What needs to be done
Within the records that follow, find every line containing the string "width". Copy those lines.

Entries taken from a collection:
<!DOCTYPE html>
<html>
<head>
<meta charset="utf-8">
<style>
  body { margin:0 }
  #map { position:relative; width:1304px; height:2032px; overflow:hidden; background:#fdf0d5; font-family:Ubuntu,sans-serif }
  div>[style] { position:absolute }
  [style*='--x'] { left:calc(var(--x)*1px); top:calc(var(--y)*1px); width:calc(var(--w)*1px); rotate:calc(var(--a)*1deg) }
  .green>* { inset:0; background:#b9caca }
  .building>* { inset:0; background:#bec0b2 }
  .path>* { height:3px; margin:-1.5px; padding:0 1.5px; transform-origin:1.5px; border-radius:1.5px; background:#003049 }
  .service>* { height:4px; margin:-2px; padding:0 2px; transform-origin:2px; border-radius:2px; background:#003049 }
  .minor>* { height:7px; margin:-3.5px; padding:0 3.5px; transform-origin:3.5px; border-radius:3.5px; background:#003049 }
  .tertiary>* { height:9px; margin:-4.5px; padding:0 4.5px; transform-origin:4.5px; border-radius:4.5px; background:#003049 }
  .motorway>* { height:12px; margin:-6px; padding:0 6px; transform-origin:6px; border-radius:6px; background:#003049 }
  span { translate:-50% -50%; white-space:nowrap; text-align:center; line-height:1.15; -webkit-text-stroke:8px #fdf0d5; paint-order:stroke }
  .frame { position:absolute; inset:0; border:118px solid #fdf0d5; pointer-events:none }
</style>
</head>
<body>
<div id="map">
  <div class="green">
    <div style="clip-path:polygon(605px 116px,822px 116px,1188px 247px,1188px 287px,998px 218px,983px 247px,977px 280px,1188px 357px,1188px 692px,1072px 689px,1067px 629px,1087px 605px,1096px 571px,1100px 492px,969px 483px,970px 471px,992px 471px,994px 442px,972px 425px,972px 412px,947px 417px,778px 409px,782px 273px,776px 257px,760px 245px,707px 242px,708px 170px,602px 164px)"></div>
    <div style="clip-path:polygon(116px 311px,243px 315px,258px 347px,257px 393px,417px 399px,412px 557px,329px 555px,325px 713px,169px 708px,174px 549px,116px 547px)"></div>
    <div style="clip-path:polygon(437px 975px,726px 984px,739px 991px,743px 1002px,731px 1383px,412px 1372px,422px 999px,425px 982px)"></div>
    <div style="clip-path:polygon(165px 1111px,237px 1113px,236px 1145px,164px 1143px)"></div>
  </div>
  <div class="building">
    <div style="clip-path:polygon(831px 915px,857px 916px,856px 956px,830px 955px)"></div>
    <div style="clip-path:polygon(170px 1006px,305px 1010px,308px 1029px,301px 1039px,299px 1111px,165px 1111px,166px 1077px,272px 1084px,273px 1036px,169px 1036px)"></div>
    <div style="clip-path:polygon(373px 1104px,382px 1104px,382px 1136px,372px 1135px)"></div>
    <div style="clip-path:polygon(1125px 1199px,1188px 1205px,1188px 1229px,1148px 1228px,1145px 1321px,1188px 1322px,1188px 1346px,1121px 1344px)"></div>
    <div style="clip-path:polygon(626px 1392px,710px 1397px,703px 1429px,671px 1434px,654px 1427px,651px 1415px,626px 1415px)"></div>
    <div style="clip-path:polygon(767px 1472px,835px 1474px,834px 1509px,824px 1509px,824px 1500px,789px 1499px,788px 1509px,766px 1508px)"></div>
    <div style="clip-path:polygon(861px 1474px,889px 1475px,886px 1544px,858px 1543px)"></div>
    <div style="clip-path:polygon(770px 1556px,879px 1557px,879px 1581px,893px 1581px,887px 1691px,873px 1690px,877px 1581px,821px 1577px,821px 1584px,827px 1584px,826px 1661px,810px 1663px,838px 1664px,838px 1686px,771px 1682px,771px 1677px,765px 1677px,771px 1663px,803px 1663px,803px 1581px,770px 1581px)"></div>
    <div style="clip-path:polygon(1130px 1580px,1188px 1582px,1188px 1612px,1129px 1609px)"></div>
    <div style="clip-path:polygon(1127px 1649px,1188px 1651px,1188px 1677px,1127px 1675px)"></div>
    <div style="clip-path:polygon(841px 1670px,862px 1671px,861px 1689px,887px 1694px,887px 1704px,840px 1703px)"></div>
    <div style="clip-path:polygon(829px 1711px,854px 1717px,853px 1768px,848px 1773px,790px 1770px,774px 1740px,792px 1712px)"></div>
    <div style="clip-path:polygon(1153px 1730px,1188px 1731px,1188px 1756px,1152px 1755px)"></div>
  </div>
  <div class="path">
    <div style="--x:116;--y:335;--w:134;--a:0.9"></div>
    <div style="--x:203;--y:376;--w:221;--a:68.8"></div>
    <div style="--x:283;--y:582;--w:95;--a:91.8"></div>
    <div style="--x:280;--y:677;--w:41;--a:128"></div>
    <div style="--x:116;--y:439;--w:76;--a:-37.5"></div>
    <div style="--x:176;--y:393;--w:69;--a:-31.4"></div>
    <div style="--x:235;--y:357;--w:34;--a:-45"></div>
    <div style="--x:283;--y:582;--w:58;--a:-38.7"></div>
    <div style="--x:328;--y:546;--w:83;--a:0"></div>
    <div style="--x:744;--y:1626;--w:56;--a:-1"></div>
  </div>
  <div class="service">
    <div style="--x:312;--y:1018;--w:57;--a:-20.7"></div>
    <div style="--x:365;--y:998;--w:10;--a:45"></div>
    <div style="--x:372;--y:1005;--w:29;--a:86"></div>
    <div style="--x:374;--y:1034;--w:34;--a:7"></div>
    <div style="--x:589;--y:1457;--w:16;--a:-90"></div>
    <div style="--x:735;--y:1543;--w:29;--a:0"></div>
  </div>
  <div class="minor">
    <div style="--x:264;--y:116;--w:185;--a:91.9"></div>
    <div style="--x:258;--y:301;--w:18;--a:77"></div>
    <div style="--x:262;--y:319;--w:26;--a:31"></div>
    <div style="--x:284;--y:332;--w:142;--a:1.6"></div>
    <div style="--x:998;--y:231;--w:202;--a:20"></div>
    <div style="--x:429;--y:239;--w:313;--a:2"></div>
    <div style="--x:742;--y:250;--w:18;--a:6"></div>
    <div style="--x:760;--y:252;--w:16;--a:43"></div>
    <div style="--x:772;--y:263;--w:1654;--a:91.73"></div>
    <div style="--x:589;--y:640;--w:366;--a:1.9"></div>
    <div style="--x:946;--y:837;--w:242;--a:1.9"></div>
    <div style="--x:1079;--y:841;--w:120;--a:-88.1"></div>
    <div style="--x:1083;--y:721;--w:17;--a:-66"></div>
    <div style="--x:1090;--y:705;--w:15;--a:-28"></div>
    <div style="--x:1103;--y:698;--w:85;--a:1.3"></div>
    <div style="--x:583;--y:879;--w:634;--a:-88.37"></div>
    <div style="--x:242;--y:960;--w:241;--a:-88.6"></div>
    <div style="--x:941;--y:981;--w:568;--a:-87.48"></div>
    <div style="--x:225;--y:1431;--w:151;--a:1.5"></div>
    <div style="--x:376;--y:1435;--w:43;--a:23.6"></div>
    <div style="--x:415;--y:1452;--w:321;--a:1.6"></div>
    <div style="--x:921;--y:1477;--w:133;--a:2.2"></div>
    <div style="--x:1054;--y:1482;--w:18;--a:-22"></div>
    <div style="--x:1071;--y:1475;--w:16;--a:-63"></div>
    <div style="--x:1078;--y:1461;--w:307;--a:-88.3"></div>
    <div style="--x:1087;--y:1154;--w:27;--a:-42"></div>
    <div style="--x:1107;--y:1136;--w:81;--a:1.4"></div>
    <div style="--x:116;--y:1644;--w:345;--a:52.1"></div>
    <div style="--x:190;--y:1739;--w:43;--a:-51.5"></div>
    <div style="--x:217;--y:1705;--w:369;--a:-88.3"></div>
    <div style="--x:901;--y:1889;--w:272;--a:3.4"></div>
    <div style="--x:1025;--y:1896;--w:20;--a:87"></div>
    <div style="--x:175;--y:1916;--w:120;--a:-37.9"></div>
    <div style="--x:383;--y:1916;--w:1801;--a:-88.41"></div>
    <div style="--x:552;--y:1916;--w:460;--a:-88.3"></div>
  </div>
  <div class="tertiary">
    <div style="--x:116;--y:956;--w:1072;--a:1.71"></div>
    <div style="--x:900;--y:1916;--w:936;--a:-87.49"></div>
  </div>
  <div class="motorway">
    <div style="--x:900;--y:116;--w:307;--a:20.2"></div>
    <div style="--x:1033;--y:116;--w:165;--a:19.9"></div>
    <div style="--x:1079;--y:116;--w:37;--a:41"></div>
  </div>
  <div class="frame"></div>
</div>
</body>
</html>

Your solution
  #map { position:relative; width:1304px; height:2032px; overflow:hidden; background:#fdf0d5; font-family:Ubuntu,sans-serif }
  [style*='--x'] { left:calc(var(--x)*1px); top:calc(var(--y)*1px); width:calc(var(--w)*1px); rotate:calc(var(--a)*1deg) }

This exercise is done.